Why we must govern the water cycle as a global common good

It starts with recognising that the problems we face are not only local. Communities, countries and regions are interdependent not just through transboundary blue water – as globally, more than 263 watersheds and 300 aquifers span political boundaries – but through atmospheric moisture flows that travel great distances.

Current approaches tend to focus on water resources rather than the economic drivers that shape the water cycle. They also deal predominantly with the water we can see – the “blue water” in our rivers, lakes, and aquifers. They overlook a critical freshwater resource, namely “green water” – the water stored as soil moisture and in vegetation, which returns to the air through evaporation and transpiration. As it circulates naturally, green water generates around half of all rainfall over land, the very source of all our freshwater.

Further, current approaches too often assume stable patterns of water supply year after year, but this is no longer true: as land-use changes and global warming destabilise the water cycle, rainfall patterns are shifting.

Most dangerously, disruptions to the water cycle are deeply intertwined with climate change and the depletion of the world’s biodiversity, with each reinforcing the other. A stable supply of green water in soils is crucial to sustaining the natural systems that absorb more than a quarter of the carbon dioxide emitted from fossil-fuel combustion.
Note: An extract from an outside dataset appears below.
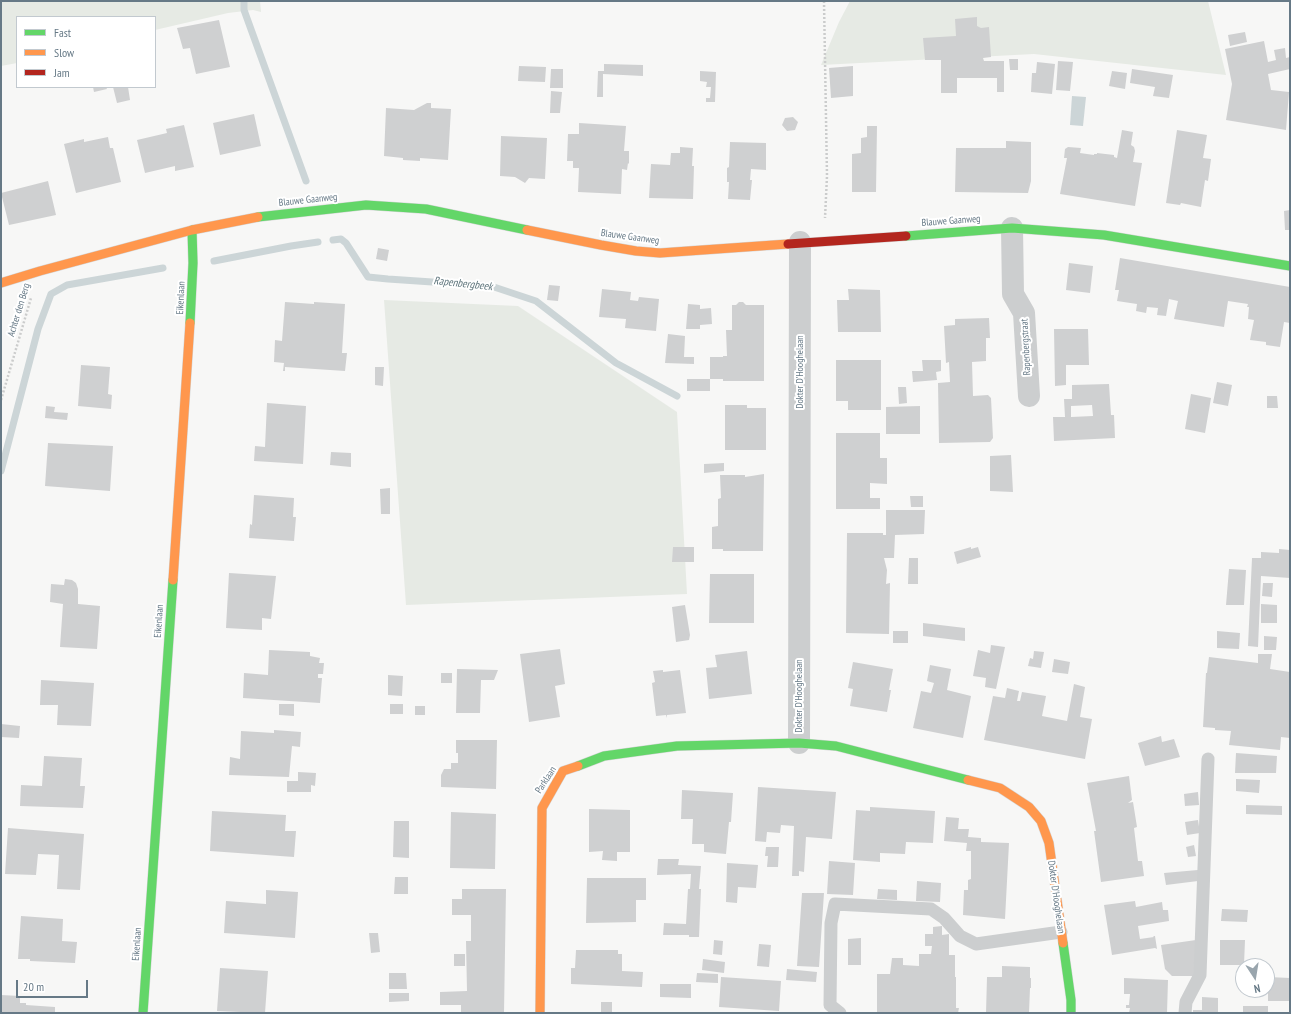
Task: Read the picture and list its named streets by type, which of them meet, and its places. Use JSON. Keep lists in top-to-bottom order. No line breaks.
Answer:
{"streets":{"street":["Blauwe Gaanweg","Eikenlaan","Rapenbergstraat","Dokter D'Hooghelaan","Parklaan"],"path":["Achter den Berg"]},"crossings":[["Blauwe Gaanweg","Eikenlaan"],["Blauwe Gaanweg","Achter den Berg"],["Blauwe Gaanweg","Rapenbergstraat"],["Blauwe Gaanweg","Dokter D'Hooghelaan"],["Dokter D'Hooghelaan","Parklaan"]],"water":["Rapenbergbeek"],"legend":["Fast","Slow","Jam"],"scale_bar":"20 m","north":"bottom"}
Yet the loss of wetlands and soil moisture, together with deforestation, is depleting the planet’s greatest carbon stores, accelerating global warming. In turn, rising temperatures trigger extreme heatwaves and increased moisture loss, severely drying landscapes and heightening the risk of wildfires. When viewed holistically, the impact of water scarcity on both people and nature now jeopardises virtually every one of the SDGs. Left unchecked, it will result in growing gaps in nutrition in populations already at risk, the greater spread of diseases, widening inequalities within and across nations, and increased conflicts and forced migration.

The water cycle must therefore be governed as a global common good: recognising, first, our interdependence through both blue and green water flows; second, the wicked interaction between the water crisis, climate change, and the loss of the planet’s natural capital; and third, how water flows through all our 17 SDGs. A destabilised water cycle is a large-scale collective and systemic problem, which can only be fixed through concerted action in every country and collaboration across boundaries and cultures.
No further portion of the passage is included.